Note: The algorithm assumes that the depth map is aligned with the color map. Name the color map from 0.jpg, 1.jpg、...、600.jpg and the corresponding depth map to 0.png,...,600.png at the same time, create a file named intrinsics.json
in the sequence directory, and manually enter the camera parameters as follows
{"fx": 614.4744262695312, "fy": 614.4745483398438, "height": 480, "width": 640, "ppy": 233.29214477539062, "ppx": 308.8282470703125, "ID": "620201000292"}
Calculate the transformation of the first frame to the specified interval (the interval can be modified in config/registrationParameters), save the transformation (4x4 matrix) as a numpy array. The results of the calculations are saved in LINEMOD/OBJECTNAME/transforms.npy
python compute_gt_poses.py LINEMOD/OBJECTNAME
or
python compute_gt_poses.py all
python register_scene.py LINEMOD/OBJECTNAME
The above code will save the original registeredScene.ply in the specified directory (e.g., LINEMOD/OBJECTNAME/registeredScene.ply). registerScene.ply is a point cloud of the entire scene, including desktops, marker paper, objects, and other objects in the camera.
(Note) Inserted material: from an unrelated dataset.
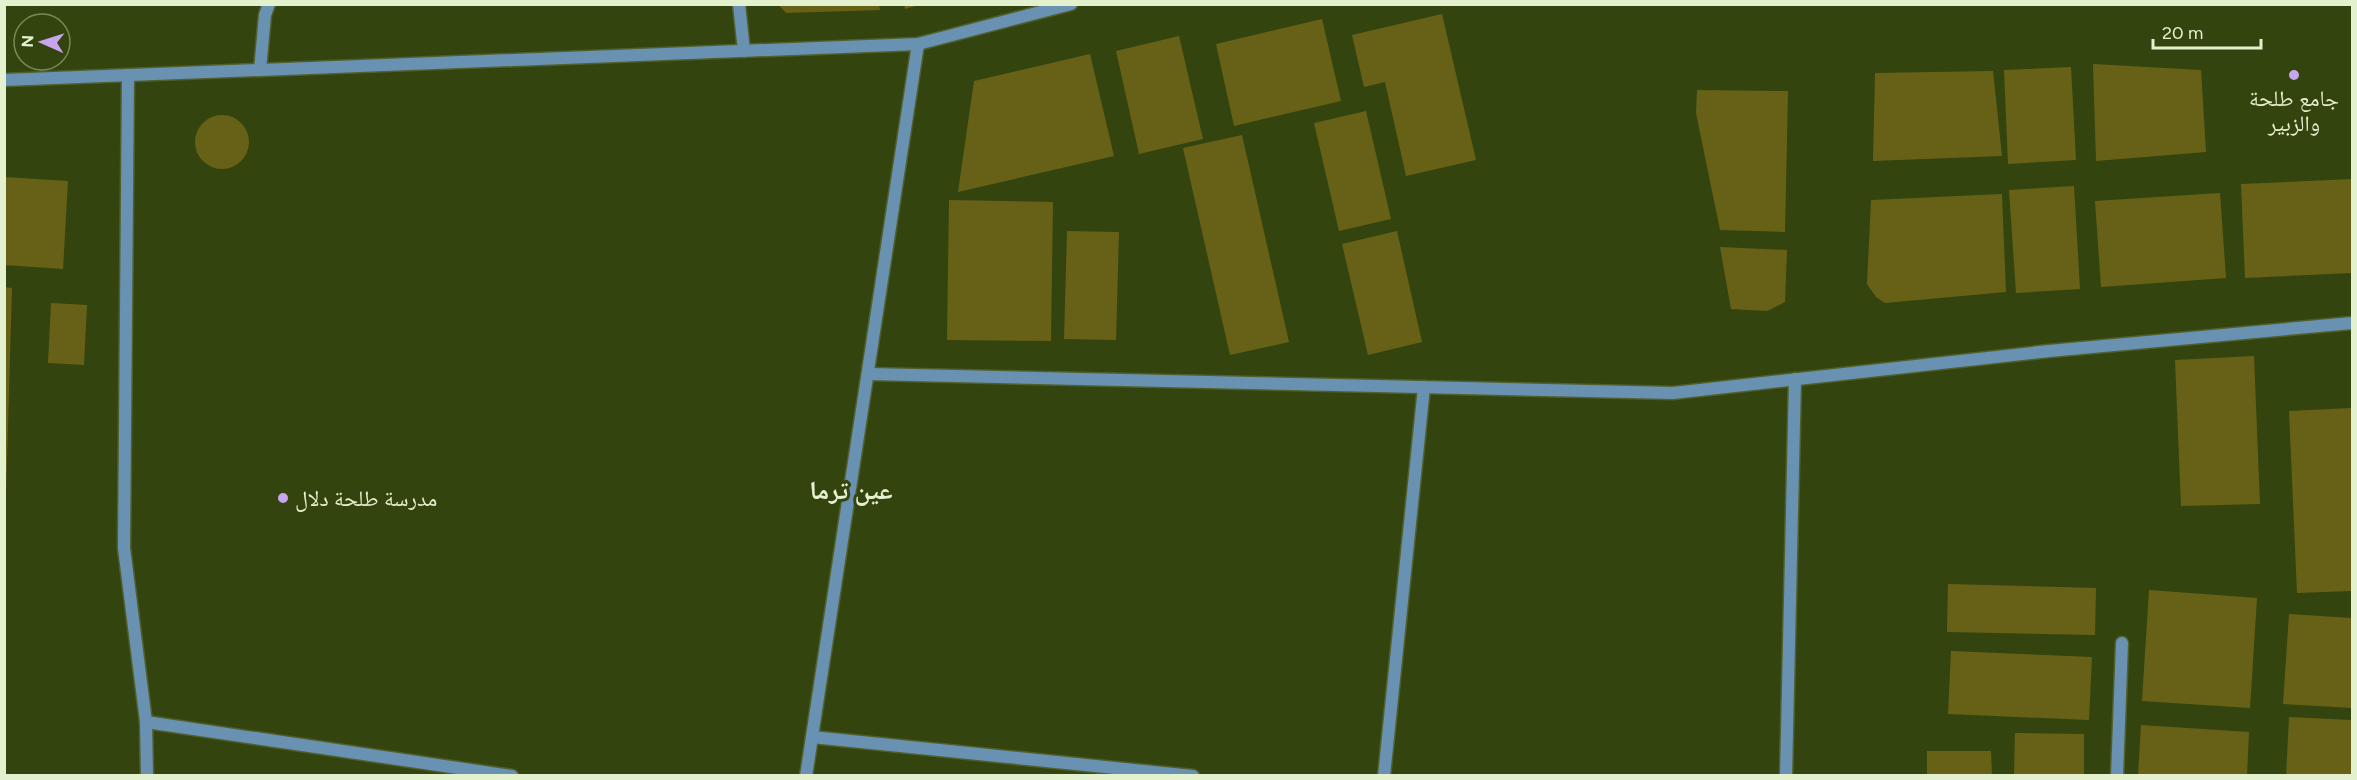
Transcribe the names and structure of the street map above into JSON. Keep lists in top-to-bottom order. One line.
{"districts":["عين ترما"],"places":["جامع طلحة والزبير","مدرسة طلحة دلال"],"scale_bar":"20 m","north":"left"}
python register_segmented.py LINEMOD/OBJECTNAME
Use the code above to skip the manual work, remove unwanted backgrounds, and reconstruct objects in 3D
register_segmented.py converts the object point cloud into a mesh network. FILLBOTTOM is set to true, and the algorithm automatically fills the bottom of the object with a flat surface.
However, register_segmented.py may fail, and some parameters need to be adjusted to make the algorithm work. The most important parameter is MAX_RADIUS, and if the object is large, this value needs to be increased to ensure that the object is not truncated.
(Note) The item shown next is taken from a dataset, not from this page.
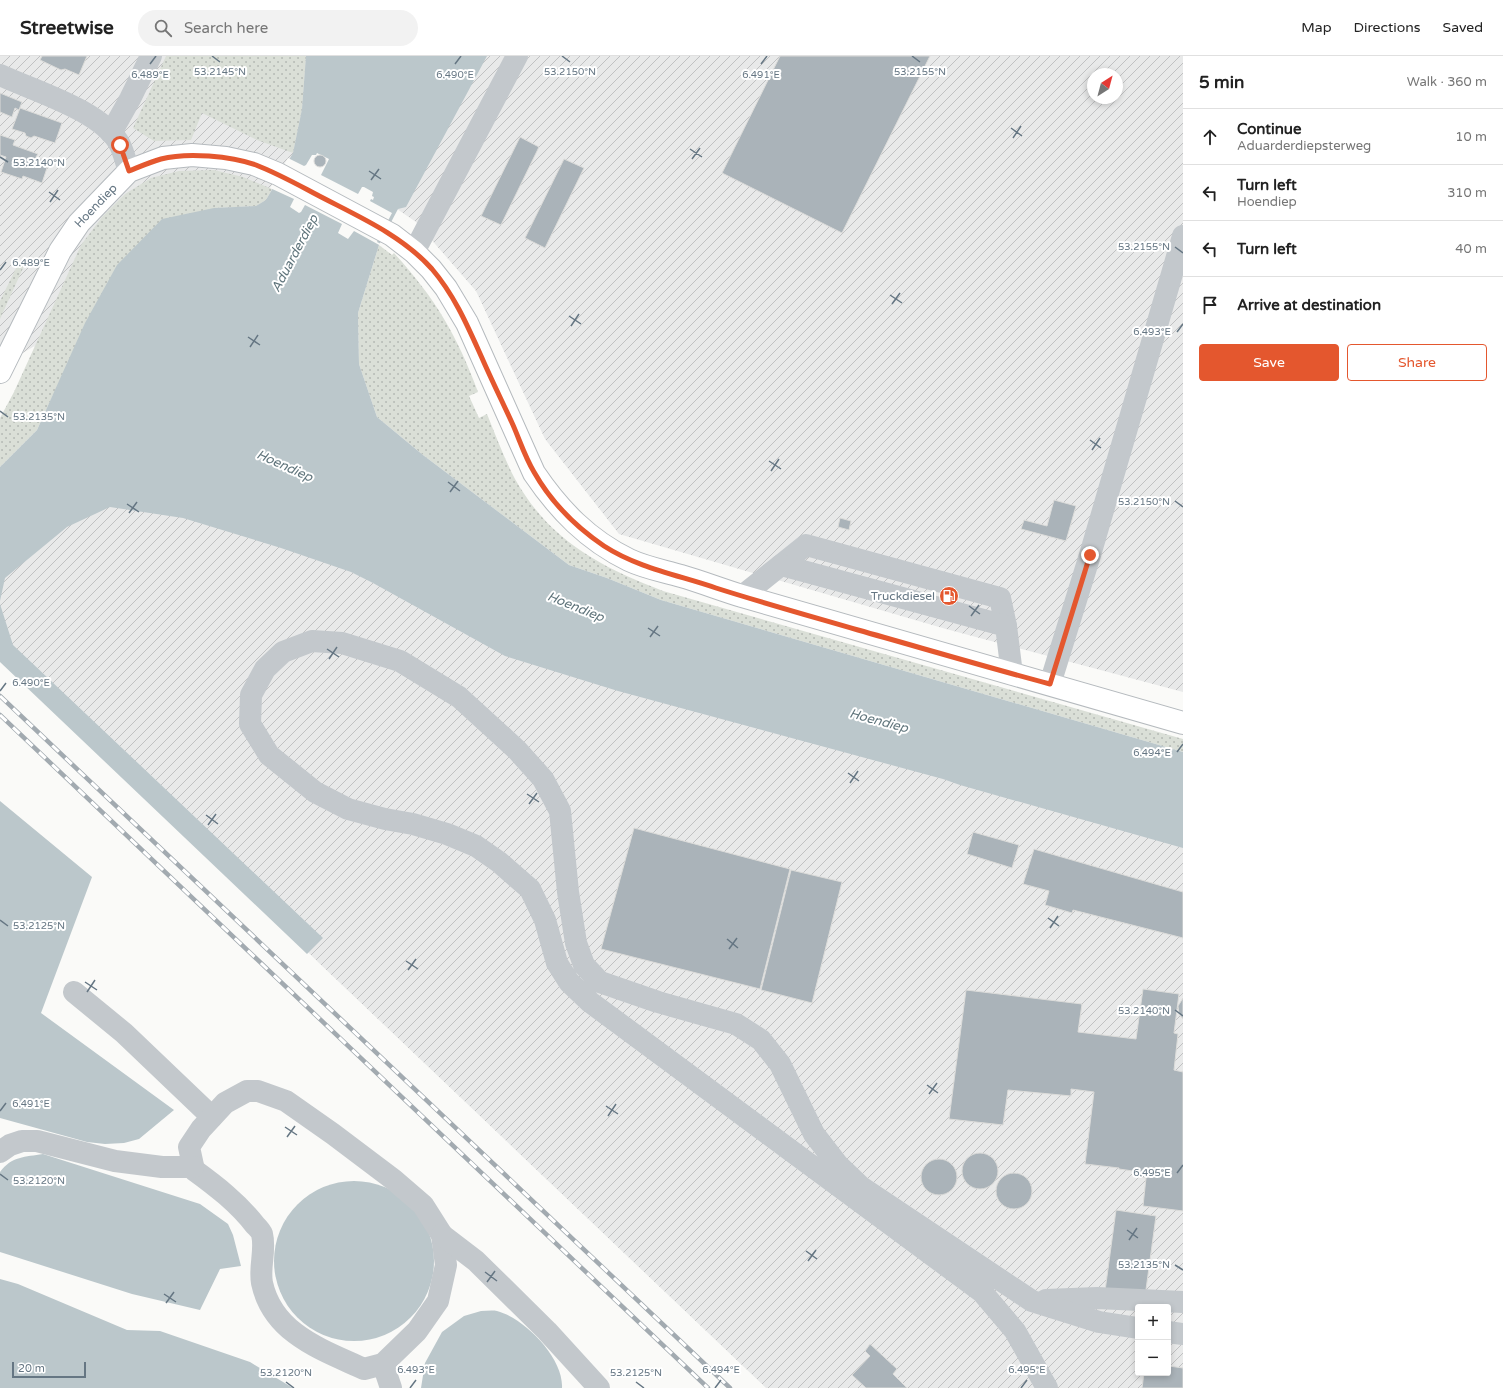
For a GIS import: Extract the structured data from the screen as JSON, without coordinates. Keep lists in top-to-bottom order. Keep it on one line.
{"streets":{"main road":["Hoendiep"]},"water":["Aduarderdiep","Hoendiep"],"places":{"fuel station":["Truckdiesel"]},"scale_bar":"20 m","north":"top right","page":{"header":"Streetwise","search":"Search here","nav":["Map","Directions","Saved"],"heading":["5 min","Walk · 360 m"],"list":[["Continue","Aduarderdiepsterweg","10 m"],["Turn left","Hoendiep","310 m"],["Turn left","40 m"],"Arrive at destination"],"buttons":["Save","Share"],"map_buttons":["+","−"],"scale":"20 m"},"coordinates":["53.2150°N","53.2145°N","53.2155°N","6.489°E","6.490°E","6.491°E","53.2140°N","6.493°E","53.2135°N","6.494°E","53.2125°N","6.495°E","53.2120°N"]}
Adjust MAX_RADIUS parameters to make the model as accurate as possible. Use MeshLAB to manually delete orphaned points and areas after generation and then manually save them once.
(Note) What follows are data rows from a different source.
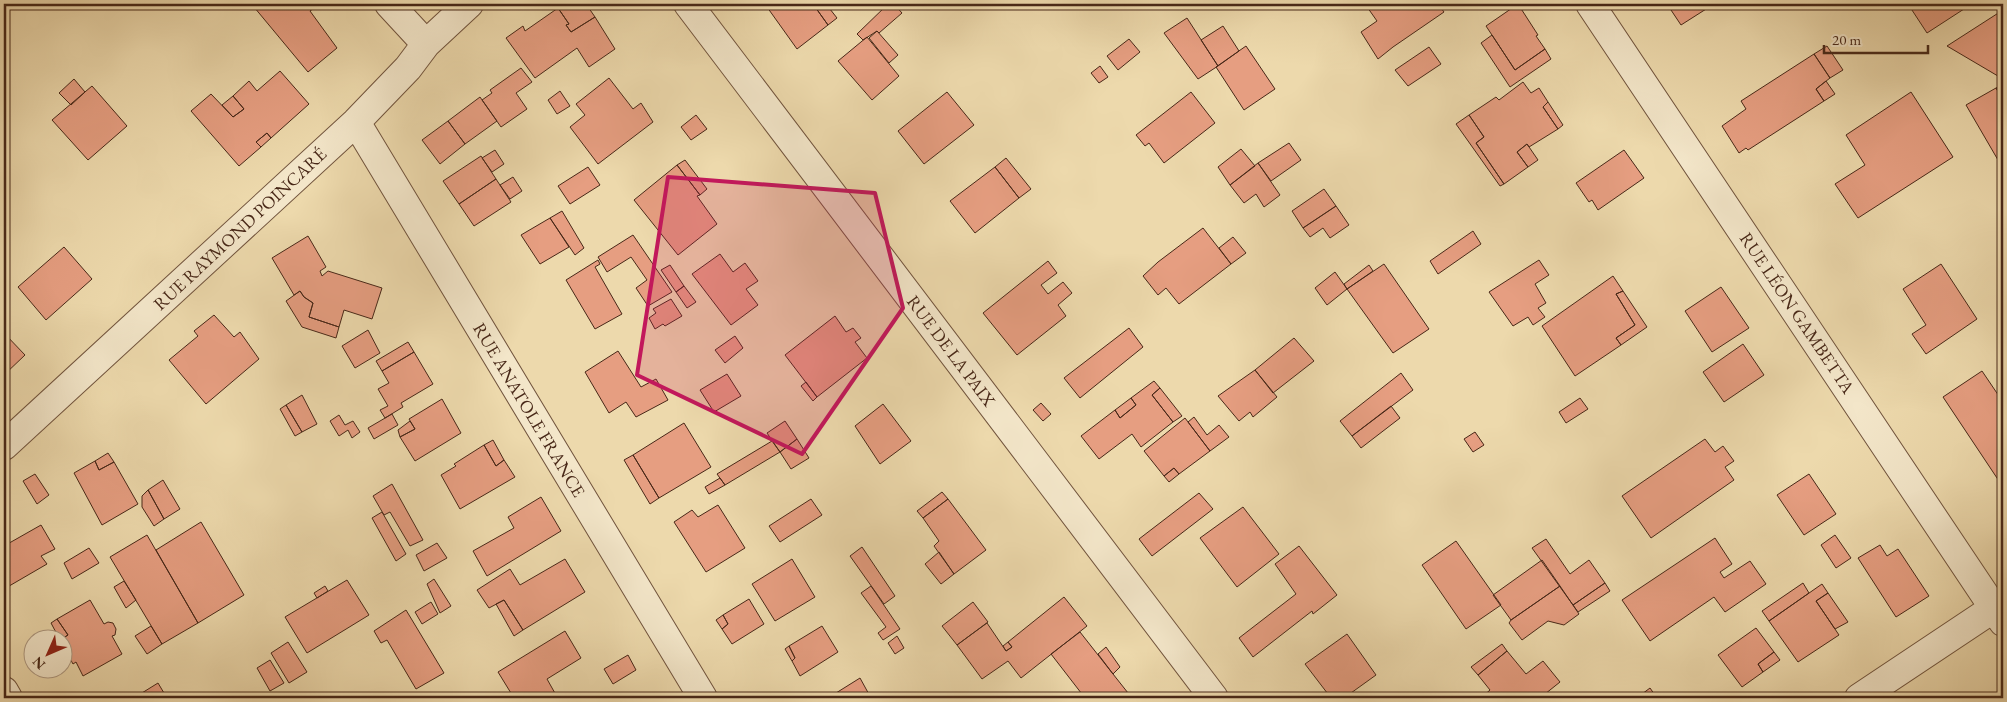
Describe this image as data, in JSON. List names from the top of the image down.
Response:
{
  "streets": {
    "street": [
      "RUE RAYMOND POINCARÉ",
      "RUE LÉON GAMBETTA",
      "RUE DE LA PAIX",
      "RUE ANATOLE FRANCE"
    ]
  },
  "crossings": [
    ["RUE RAYMOND POINCARÉ", "RUE ANATOLE FRANCE"]
  ],
  "scale_bar": "20 m",
  "north": "bottom left"
}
If you are satisfied with the results of the register_segmented.py
above, you can skip this step.
RegisteredScene.ply opens the generated point cloud data using meshlab:
- Remove the background
- Perform a surface reconstruction to complete the missing bottom
- Handle the rebuilt network
- Make sure that the processed mesh is free of isolated noise
The final mesh file is generated.
When you have finished generating the mesh file of the object, use the following procedure to create image masks and labels
python create_label_files.py all
or
python create_label_files.py LINEMOD/OBJECTNAME
This step will generate a file named OBJECTNAME.ply
, open it with meshlab, save it as mesh and uncheck binary, and save the file as the model file of the dataset. The AABB is centered on the origin and has the same size as the OBB, and at the same time, the mask folder will generate the mask of the image, the transform matrix of the new mesh will be saved in the transforms folder, and the label file will be saved in the labels folder.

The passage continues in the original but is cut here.